Collected data entries:
▼
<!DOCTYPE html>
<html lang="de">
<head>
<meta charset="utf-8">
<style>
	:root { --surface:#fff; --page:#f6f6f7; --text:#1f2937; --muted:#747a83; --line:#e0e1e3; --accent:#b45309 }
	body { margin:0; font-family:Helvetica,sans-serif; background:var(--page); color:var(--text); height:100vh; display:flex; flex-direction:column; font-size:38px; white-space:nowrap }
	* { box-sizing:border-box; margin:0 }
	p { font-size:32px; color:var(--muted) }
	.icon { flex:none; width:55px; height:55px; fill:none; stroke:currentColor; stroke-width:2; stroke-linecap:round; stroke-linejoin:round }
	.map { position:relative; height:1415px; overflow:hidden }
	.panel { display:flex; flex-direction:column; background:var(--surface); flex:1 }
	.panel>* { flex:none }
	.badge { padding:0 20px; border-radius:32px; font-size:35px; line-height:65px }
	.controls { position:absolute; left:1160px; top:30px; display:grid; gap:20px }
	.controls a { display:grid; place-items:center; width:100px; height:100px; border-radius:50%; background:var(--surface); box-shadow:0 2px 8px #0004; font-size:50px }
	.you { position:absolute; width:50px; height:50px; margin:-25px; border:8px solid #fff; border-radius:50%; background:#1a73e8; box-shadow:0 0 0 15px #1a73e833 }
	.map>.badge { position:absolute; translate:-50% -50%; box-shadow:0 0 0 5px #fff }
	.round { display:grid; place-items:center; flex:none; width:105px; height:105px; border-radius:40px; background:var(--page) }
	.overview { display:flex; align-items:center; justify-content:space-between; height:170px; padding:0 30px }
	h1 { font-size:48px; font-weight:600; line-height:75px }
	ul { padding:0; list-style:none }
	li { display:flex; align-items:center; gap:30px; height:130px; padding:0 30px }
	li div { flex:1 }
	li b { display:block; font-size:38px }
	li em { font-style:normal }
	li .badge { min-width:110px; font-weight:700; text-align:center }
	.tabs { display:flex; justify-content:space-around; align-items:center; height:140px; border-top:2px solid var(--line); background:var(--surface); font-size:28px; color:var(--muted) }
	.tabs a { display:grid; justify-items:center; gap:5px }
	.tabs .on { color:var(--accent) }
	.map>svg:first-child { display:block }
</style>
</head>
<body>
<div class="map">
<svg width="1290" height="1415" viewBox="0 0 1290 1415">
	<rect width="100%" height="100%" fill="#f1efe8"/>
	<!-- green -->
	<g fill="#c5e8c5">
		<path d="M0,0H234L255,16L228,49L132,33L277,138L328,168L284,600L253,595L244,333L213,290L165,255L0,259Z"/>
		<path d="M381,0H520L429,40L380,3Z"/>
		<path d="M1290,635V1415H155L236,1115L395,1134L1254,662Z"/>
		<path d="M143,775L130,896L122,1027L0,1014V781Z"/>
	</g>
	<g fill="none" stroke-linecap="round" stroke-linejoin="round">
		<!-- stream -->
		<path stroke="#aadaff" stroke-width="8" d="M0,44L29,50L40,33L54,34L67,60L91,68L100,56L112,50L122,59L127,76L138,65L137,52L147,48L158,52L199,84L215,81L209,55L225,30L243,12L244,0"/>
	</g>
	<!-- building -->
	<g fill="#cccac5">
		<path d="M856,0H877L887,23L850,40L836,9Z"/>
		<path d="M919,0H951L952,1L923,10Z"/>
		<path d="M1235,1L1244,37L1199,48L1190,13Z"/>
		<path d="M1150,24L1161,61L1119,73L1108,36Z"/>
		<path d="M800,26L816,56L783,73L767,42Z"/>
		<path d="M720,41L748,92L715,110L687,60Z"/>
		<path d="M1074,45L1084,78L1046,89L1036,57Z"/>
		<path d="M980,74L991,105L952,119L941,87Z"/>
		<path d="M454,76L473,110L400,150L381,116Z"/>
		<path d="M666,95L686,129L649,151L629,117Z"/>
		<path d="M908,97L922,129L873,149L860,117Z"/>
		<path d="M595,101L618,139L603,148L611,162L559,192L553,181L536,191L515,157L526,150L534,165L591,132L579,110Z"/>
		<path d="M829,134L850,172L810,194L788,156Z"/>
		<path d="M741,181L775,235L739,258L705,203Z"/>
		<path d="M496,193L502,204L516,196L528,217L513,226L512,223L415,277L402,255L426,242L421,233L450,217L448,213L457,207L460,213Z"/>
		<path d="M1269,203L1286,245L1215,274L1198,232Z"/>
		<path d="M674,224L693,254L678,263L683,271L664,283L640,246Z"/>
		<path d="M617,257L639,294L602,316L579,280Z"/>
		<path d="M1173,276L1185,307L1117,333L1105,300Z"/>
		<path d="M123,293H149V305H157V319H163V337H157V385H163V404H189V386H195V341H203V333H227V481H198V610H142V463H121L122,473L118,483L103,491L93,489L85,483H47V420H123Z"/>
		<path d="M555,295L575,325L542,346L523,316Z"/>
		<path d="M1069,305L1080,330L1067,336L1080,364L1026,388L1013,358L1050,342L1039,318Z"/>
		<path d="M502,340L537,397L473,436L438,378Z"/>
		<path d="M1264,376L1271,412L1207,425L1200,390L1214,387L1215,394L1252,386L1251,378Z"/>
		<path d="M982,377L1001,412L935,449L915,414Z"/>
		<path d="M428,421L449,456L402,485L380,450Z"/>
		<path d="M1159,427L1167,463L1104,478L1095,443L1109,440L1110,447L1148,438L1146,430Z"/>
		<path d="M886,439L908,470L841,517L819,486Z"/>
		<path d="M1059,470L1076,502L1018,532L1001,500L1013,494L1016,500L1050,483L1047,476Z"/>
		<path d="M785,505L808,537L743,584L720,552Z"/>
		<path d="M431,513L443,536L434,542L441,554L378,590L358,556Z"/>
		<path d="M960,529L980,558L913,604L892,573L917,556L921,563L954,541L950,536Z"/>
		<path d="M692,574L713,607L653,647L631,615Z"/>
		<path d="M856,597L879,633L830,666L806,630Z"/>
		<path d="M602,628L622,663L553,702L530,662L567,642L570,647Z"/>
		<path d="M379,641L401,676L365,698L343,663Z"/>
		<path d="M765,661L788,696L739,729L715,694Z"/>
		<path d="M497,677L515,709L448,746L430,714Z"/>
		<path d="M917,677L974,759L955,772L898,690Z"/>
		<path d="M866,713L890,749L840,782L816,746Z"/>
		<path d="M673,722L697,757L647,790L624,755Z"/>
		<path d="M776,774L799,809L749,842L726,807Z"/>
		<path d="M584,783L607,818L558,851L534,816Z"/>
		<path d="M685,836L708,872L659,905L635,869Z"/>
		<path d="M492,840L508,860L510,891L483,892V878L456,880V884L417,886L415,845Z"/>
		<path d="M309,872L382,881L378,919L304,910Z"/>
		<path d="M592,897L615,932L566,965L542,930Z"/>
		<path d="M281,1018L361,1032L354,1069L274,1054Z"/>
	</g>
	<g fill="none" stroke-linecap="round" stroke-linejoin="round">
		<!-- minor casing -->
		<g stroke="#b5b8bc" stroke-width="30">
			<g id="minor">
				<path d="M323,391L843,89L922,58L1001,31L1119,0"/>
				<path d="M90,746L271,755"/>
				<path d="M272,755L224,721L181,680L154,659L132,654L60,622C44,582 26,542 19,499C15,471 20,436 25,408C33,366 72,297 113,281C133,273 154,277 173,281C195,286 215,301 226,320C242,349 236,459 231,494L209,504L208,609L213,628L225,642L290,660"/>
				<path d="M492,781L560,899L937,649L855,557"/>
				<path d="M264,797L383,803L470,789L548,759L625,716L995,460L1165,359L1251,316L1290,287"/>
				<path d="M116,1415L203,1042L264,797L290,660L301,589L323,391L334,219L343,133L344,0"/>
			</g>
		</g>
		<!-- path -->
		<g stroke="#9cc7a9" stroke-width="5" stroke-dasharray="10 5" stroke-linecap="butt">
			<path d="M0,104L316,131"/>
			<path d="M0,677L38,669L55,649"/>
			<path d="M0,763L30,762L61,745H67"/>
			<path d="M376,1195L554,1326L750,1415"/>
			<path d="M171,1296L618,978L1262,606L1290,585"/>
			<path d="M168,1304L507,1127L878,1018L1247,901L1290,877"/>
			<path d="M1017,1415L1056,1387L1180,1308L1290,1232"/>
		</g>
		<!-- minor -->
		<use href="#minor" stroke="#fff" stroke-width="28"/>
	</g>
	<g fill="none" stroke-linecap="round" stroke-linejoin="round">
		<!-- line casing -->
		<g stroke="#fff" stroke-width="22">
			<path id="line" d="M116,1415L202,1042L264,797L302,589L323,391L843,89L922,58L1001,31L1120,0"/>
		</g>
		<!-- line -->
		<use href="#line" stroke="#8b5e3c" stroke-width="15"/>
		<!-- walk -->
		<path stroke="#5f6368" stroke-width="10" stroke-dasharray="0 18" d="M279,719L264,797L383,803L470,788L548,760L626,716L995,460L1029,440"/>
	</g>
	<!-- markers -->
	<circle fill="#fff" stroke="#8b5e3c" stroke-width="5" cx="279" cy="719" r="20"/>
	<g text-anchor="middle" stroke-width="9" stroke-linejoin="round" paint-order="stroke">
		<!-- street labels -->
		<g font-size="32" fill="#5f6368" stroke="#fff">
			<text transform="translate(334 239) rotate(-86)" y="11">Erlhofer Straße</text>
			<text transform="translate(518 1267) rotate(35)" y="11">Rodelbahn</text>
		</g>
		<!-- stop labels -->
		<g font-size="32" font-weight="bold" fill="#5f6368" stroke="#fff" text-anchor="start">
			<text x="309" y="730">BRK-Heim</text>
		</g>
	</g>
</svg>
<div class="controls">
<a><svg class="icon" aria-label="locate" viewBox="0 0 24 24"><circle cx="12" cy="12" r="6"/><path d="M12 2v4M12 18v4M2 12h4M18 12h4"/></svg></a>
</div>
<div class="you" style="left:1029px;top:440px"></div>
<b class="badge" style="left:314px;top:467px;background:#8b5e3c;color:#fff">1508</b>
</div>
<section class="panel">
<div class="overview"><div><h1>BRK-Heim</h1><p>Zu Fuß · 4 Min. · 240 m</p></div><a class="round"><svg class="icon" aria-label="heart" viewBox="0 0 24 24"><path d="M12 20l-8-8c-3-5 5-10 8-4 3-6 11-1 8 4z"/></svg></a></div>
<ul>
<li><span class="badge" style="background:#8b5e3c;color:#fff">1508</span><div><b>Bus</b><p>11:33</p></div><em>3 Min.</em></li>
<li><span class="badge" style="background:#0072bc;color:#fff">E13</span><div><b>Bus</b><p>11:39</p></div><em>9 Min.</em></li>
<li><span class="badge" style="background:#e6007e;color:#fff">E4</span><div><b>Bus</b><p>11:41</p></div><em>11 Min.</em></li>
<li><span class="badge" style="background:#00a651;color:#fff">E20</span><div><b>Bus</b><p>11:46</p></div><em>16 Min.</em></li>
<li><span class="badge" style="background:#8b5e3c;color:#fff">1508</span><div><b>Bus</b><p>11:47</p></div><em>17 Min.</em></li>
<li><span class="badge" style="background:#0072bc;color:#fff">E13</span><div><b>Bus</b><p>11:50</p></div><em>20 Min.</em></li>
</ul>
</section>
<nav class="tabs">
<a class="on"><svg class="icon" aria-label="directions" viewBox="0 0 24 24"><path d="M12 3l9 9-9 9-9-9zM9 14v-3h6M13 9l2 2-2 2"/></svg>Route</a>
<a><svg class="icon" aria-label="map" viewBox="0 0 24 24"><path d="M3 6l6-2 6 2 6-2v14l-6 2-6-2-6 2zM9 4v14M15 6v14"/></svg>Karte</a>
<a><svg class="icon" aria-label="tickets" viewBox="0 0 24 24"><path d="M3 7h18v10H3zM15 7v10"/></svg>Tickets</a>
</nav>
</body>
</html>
▲
Instructions for the task: In your reply, restate exactly the lines from the start of the records above through the line holding "display:grid; place-items:center; width:100px;", including both, and nothing else.

Answer section:
<!DOCTYPE html>
<html lang="de">
<head>
<meta charset="utf-8">
<style>
	:root { --surface:#fff; --page:#f6f6f7; --text:#1f2937; --muted:#747a83; --line:#e0e1e3; --accent:#b45309 }
	body { margin:0; font-family:Helvetica,sans-serif; background:var(--page); color:var(--text); height:100vh; display:flex; flex-direction:column; font-size:38px; white-space:nowrap }
	* { box-sizing:border-box; margin:0 }
	p { font-size:32px; color:var(--muted) }
	.icon { flex:none; width:55px; height:55px; fill:none; stroke:currentColor; stroke-width:2; stroke-linecap:round; stroke-linejoin:round }
	.map { position:relative; height:1415px; overflow:hidden }
	.panel { display:flex; flex-direction:column; background:var(--surface); flex:1 }
	.panel>* { flex:none }
	.badge { padding:0 20px; border-radius:32px; font-size:35px; line-height:65px }
	.controls { position:absolute; left:1160px; top:30px; display:grid; gap:20px }
	.controls a { display:grid; place-items:center; width:100px; height:100px; border-radius:50%; background:var(--surface); box-shadow:0 2px 8px #0004; font-size:50px }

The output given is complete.